[Excerpted data Boundary: Start]

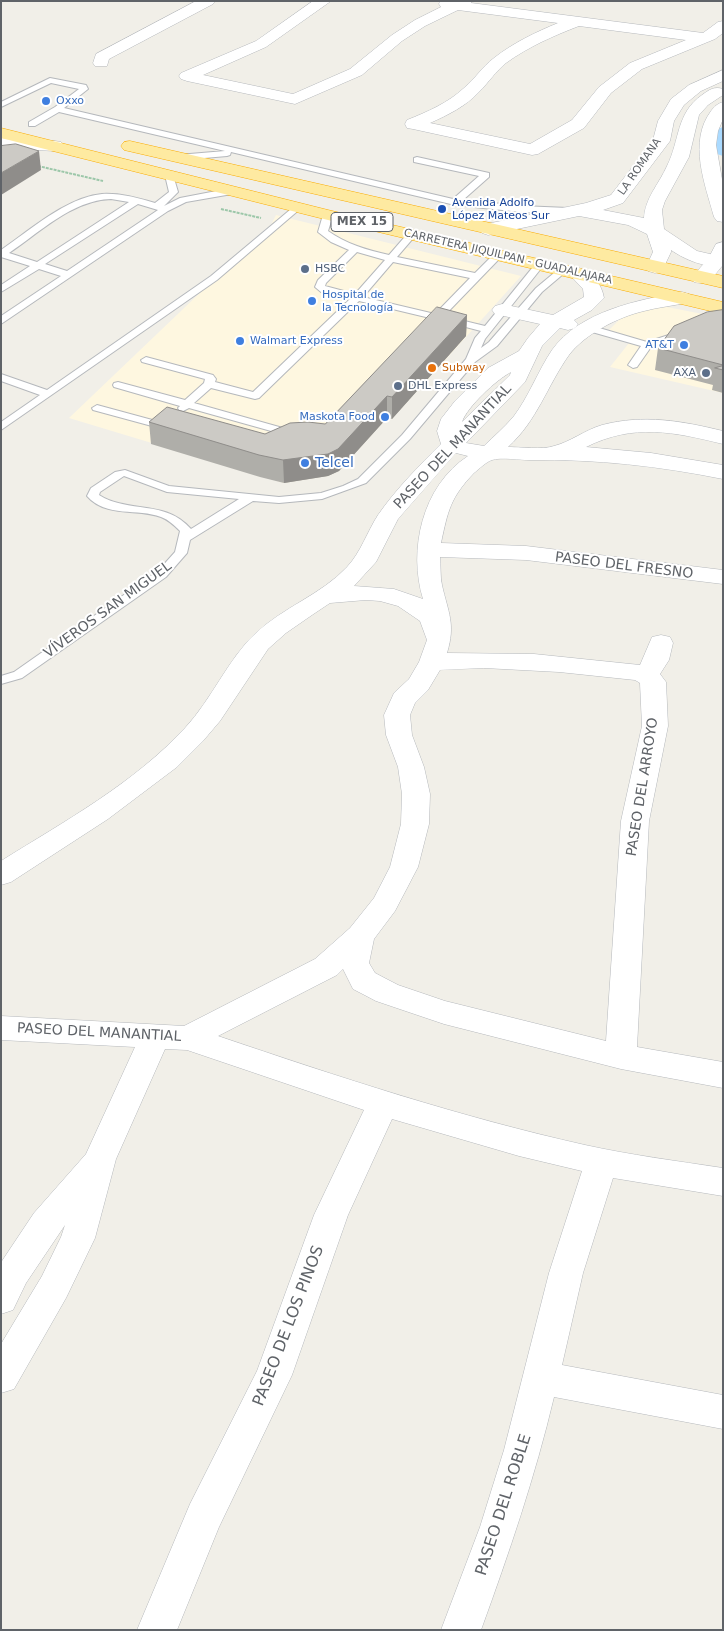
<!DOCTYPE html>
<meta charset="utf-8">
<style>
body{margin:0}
#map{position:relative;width:724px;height:1631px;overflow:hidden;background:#f1efe8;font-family:"DejaVu Sans",sans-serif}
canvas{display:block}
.frame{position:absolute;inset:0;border:2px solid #5f6368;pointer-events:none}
</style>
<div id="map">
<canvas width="724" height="1631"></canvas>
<div class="frame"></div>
</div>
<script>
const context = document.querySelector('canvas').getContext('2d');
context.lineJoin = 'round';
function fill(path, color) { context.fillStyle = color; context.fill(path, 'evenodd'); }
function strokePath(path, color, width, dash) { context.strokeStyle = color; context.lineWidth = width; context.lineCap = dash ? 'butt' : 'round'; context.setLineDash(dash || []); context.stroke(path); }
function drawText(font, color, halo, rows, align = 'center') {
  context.font = font + ' "DejaVu Sans",sans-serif'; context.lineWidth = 4; context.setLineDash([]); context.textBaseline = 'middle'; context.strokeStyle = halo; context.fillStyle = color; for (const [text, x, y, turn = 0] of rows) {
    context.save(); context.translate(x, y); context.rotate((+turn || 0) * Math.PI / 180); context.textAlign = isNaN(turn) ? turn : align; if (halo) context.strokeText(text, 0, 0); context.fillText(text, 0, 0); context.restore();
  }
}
fill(new Path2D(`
 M276,215L521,276L392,419L387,418L339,471L328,476L284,483L69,418L271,225Z
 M652,307H667L723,318V393L610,367L629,343L603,336L620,319L639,310Z`), '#fef7e0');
fill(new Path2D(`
 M723,127V156L714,153C709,146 709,137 714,130Z`), '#aadaff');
const service = new Path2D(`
 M50,78L86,85L88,89L64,108L453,199L479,176L414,162V158L417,157L489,173V177L463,200L521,206L568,208L573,211L568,214L521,212L455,205L231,152L230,155L227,156L181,160L177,157L178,155L225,151L59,112L35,126H29V122L55,107L79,89L51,83L1,107V102Z
 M169,172L173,175L178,192L164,206L180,198L232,188L236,191L232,194L186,202L168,211L1,324V316L61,276L39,269L1,292V285L30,266L1,257V250C29,231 67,197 102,194C120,193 138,198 155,203L169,192L165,175ZM111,199L129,202L37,262L9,253C39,233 72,200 111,199ZM138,204L158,210L67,271L45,264Z
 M297,204L300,205V209L217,280L1,430V422L40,395L1,381V374L47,390L211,276Z
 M328,212L333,215L328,231C346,244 367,250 389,255L409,232H415V236L397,257L475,273L495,253H501V257L444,316L485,326L537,262H543V266L485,339L481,348L489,342L536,288L560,268L563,267L568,270L542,292L497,346L475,362L410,439L366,483L322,499L279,503L253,501L190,540L187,553L166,577L22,678L1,684V676L14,672L158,571L175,552L180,531C174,525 169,520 161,517C138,508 106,518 87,496L91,488L115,472L125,470L169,486L279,497L321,493L343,486L358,479L402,435L466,359L475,338L481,331L439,320L432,325L427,322L430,318L359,301L259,398L255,399L211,388L194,403L297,432L298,434L297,436H289L189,408L183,411L179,410L178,408L180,406L114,387L113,385L114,383L118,382L185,400L204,383L205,379L142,362L141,360L146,357L213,375L216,379L215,382L253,392L350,299L321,292L315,287L318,280L349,250L331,242L318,232L323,215ZM357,252L385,260L355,294L325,286L326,283ZM393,262L470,278L435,314L363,297ZM124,476L167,492L239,499L191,529C165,499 129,514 99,495L100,492Z
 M589,325L647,342L681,331L686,334L651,347L637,367L633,368L628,365L641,346L585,330V326Z
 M97,405L167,424L168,426L163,429L93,410L92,408Z`);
const minor = new Path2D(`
 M196,1H215L213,4L109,59L107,66H95L93,63L96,54Z
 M313,1H331L266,47L203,75L293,94L350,69L392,35L415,20L441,7L439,4L440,1H472L471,3L703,33L718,22L723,21V33L715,39L642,69L611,93L584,128L538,154L532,155L413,129L407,128L405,124L407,120C427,112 448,103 464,88C475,79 482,67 494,58C513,43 536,32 558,23L458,10L425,26L402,41L362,75L295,104L187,81L181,79L179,76L181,73L256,41ZM579,26L686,40L630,63L599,87L572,120L530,144L430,123C448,115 466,106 479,92C489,82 495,72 506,63C528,47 553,36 579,26Z
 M723,70V81L701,91L684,105L674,121L670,141L623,203L603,210L644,218C645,198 659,184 667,166C680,140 676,113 702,95C709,90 714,86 723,89V95L708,105L699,115L689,157L665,201L662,210L664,229L697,251L723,257V265C706,269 684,259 671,250V252L662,271L655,273L648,271L646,267L653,252L647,234L628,225L579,216L488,235L482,233L479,229L482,225L586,203L611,195L653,140L658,121L671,99L689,85Z
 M1,138L55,141L61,142L64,146L61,150L55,151L1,148Z
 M579,268C593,272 602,285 604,298L592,310L574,320L578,324L575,328L568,330L560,328L542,346L525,382L466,443L484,446C494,436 505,427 514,416C529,396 538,371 552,350C580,311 638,300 682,292L689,294L692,298L689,302C674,306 658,307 644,311C618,317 585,334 569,355C547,386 537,421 508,447C520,447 543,450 554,446C570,442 585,430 602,425C644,414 682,421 723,431V444C674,432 634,423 586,447L651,453L723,465V479C659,466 596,459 530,460C521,460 500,457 492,460C486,462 479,469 474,473C450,498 448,511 441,543L526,546L723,570V584L526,560L440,557C441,566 440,576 442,585C448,612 456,624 447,653L534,654L640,665L652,637L661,635L670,637L673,643L669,660L660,674L666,682L668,726L649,821L637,1047L723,1062V1088L621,1069L444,1024L376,1001L353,989L343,969L337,975L218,1036C339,1077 460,1117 585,1145C630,1155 677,1161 723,1168V1196L613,1178L583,1273L562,1365L723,1395V1429L554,1397C535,1477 509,1553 481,1630H441L480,1527L504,1450L549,1273L582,1171L519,1156L392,1119L348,1215L292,1375L219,1527L177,1630H137L190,1504L257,1371L314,1215L364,1110L187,1050L165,1049L116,1159L95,1238L66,1298L14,1389L1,1393V1344L42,1276L61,1237L65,1225L26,1283L13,1310L1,1314L2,1261L34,1213L86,1154L135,1047L1,1040V1016L184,1026L315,959L350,928L374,898L390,867L401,824L402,794L398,767L386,735L384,715L394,693L409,679L419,662L427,640L420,621L398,606L380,601L366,600L330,603L312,615L286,633L268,649L220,721L203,741L177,767L108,819L11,882L1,885V861C65,821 133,784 185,728C212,699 228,659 255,634C283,607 321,595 347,567C361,552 367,532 378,515C396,489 419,466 441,444L437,431L441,419L455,401L488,368L519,351L528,338L540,324L495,314L492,310L495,306L502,304L553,315L584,297L583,289L569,274L572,270ZM511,372L510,375L462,422C467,407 496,380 511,372ZM456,453L468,456C422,486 408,550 423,599L394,589L354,586L376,562L398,519ZM484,668L559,672L635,680L640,683L642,726L621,821L606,1041L445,1001L398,985L375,973L369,963L374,939L395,911L418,867L429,824L430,794L424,767L412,735L410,715L415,703L428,690L440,670Z`);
const tertiary = new Path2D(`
 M723,102V119L718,131L716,145L723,185V222L717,221L714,217C705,184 688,142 711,111C715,106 717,104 723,102Z
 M723,242V265C714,275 709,286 694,282L691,278L708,259L716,244Z`);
const trunk = new Path2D(`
 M1,128L328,210L723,302V314L328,220L1,138Z
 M130,141L723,276V288L124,150L121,146L124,142Z`);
strokePath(service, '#b5b8bc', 2);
strokePath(minor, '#b5b8bc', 1);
strokePath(tertiary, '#b5b8bc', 1);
strokePath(trunk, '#f9ab00', 1);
strokePath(new Path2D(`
 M38,166L103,181
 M221,209L261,218`), '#9cc7a9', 2, [3, 1]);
fill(service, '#fff');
fill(minor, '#fff');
fill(tertiary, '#fff');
fill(trunk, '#feeaa1');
fill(new Path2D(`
 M723,310V393L712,390L713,385L655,370L658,348Z
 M467,315L466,336L392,419L387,418L339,471L328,476L284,483L260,477L151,444L149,422L265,434L325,424Z`), '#afaea9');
fill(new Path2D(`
 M39,151L41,170L1,195V173Z
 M467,315L466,336L392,419V397Z
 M387,396V418L339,471L328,476L284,483L283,460Z`), '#8f8d8a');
const building = new Path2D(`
 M16,144L39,151L1,173V146Z
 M437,307L467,315L392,397L387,396L338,449L328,454L283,460L259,455L149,422L167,407L265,434L290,423L308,422L325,424Z
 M723,310V365L658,348L674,326L707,312Z
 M723,366V370L715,368Z`);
fill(building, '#cccac5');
strokePath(building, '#8f8d8a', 1);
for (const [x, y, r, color] of [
 [46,101,5,"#3f7fe0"],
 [442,209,5,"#1a4fb4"],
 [305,269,5,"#5c6f8a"],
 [312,301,5,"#3f7fe0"],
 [240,341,5,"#3f7fe0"],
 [684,345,5,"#3f7fe0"],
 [432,368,5,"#e8710a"],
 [706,373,5,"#5c6f8a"],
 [398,386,5,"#5c6f8a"],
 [385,417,5,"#3f7fe0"],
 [305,463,5,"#3f7fe0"]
]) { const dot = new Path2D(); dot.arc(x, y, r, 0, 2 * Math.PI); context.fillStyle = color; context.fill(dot); strokePath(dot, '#fff', 2); }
drawText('11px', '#366cbe', '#fff', [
 ["Oxxo",56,101],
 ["Hospital de",322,295],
 ["la Tecnología",322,308],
 ["Walmart Express",250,341],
 ["AT&T",674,345,"right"],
 ["Maskota Food",375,417,"right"]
], 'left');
drawText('11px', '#5f6368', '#fff', [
 ["LA ROMANA",640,167,-55],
 ["CARRETERA JIQUILPAN - GUADALAJARA",508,257,13]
]);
drawText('11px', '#164399', '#fff', [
 ["Avenida Adolfo",452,203],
 ["López Mateos Sur",452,216]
], 'left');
drawText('11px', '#4e5e75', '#fff', [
 ["HSBC",315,269],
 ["AXA",696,373,"right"],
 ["DHL Express",408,386]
], 'left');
drawText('11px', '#c56008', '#fff', [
 ["Subway",442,368]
], 'left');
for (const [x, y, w] of [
 [362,222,62]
]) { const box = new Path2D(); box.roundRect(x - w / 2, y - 9.5, w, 19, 4); context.fillStyle = '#fff'; context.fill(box); strokePath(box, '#5f6368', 1); }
drawText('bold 12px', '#5f6368', null, [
 ["MEX 15",362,222]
]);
drawText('14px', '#5f6368', '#fff', [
 ["PASEO DEL MANANTIAL",453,447,-47],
 ["PASEO DEL FRESNO",624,566,7],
 ["VÍVEROS SAN MIGUEL",108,610,-36],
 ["PASEO DEL ARROYO",643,787,-81],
 ["PASEO DEL MANANTIAL",99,1033,3]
]);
drawText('14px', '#366cbe', '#fff', [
 ["Telcel",315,463]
], 'left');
drawText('16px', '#5f6368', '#fff', [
 ["PASEO DE LOS PINOS",289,1326,-69],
 ["PASEO DEL ROBLE",504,1505,-72]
]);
</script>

[Excerpted data Boundary: End]

**Exercise description**. Across the listing above, how many lines include the string "turn"? Answer with a single number.

**Written reply**. 2